Telemedicine Agreement 

To participate in Telemedicine / Telehealth, patients will need to agree to the following:

Telemedicine / Telehealth Consent for Treatment: Spine & Sport Physical Therapy

I understand that I have the following rights with respect to telemedicine  / Telehealth and/or video consultation. By initiating and engaging in a scheduled telemedicine meeting I agree to the following:

a. Details of my medical history, examinations, x-rays, tests, may be discussed with other health professionals through the use of interactive video, audio, and telecommunication technology. 
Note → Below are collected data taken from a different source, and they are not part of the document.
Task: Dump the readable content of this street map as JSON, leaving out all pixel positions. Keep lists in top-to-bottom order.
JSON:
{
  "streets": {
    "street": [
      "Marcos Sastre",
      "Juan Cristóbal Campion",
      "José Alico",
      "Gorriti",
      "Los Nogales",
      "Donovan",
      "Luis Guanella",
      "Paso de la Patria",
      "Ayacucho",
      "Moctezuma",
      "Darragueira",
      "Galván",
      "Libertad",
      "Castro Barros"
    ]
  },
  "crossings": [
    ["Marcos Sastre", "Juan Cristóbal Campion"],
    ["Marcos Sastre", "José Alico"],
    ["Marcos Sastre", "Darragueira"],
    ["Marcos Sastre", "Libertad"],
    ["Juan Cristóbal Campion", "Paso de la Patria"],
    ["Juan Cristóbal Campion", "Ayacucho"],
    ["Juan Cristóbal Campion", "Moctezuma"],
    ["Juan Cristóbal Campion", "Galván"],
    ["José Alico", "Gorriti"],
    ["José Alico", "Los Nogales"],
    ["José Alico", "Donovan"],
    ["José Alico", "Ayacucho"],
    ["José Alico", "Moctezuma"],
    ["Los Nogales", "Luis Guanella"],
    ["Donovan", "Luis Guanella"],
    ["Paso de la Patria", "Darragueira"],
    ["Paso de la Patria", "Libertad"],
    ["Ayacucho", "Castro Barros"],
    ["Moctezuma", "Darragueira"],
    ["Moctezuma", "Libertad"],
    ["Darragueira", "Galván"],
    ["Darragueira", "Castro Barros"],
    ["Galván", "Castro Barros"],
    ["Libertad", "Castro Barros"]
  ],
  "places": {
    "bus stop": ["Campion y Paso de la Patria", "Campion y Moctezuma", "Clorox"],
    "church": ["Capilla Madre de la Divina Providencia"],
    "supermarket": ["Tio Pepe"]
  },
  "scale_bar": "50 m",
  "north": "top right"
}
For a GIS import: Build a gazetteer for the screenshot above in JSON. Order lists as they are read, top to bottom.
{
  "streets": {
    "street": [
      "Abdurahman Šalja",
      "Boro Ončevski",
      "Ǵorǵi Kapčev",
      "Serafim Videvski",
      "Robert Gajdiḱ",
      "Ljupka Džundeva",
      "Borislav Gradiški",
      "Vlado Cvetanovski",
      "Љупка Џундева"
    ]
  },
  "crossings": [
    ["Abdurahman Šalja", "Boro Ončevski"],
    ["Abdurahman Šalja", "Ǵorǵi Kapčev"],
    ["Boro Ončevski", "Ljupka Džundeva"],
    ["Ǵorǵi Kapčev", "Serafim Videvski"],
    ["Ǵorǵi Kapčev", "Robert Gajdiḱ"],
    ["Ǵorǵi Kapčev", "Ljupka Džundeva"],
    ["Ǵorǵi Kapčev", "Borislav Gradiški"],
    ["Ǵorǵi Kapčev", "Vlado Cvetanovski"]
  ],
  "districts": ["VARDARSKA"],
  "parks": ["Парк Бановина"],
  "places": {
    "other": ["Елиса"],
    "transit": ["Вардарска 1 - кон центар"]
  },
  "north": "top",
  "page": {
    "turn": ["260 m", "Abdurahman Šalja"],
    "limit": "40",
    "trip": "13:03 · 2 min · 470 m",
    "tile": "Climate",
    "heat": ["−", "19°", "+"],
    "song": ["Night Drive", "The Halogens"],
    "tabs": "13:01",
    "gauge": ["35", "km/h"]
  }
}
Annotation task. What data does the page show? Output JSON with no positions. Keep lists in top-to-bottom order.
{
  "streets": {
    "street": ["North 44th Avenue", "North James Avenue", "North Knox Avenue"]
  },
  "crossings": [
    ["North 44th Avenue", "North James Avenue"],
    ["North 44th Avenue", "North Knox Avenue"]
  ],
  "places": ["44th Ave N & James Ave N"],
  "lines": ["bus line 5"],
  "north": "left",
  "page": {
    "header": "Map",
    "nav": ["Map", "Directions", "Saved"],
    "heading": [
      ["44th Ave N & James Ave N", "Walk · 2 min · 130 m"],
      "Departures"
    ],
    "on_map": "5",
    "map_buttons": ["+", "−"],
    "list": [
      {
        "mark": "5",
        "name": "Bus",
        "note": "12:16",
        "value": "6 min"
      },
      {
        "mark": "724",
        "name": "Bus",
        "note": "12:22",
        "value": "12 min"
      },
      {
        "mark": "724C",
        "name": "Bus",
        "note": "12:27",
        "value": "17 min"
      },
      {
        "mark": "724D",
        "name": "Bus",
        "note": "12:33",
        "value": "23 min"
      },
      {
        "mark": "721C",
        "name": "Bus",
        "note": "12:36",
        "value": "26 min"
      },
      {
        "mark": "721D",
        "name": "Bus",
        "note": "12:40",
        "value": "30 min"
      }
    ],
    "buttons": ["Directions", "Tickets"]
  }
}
b. Video, and audio, and/or photo recordings may be taken during the consultation for the sole purpose of assisting me with retention of services / exercises conducted during the consultation. 

c. Please note, all telecommunications are not recorded or stored. Dissemination of any client identifiable images shall not occur without my consent.

Rights: I have the right to withhold or withdraw consent for telemedicine at any time without affecting my right to future care or treatment nor risking the loss or withdrawal of any program benefits to which I would otherwise be entitled.

Confidentiality: The laws that protect the confidentiality of my medical information also apply to telemedicine and/or video consultation. As such, I understand that the information disclosed by me during the course of my appointment is generally confidential. However, there are both mandatory and permissive exceptions to confidentiality, including, but not limited to reporting child, elder, and dependent adult abuse; expressed threats of violence towards an ascertainable victim; and where I make my mental or emotional state an issue in a legal proceeding.

I agree to participate in telemedicine / Telehealth as described above.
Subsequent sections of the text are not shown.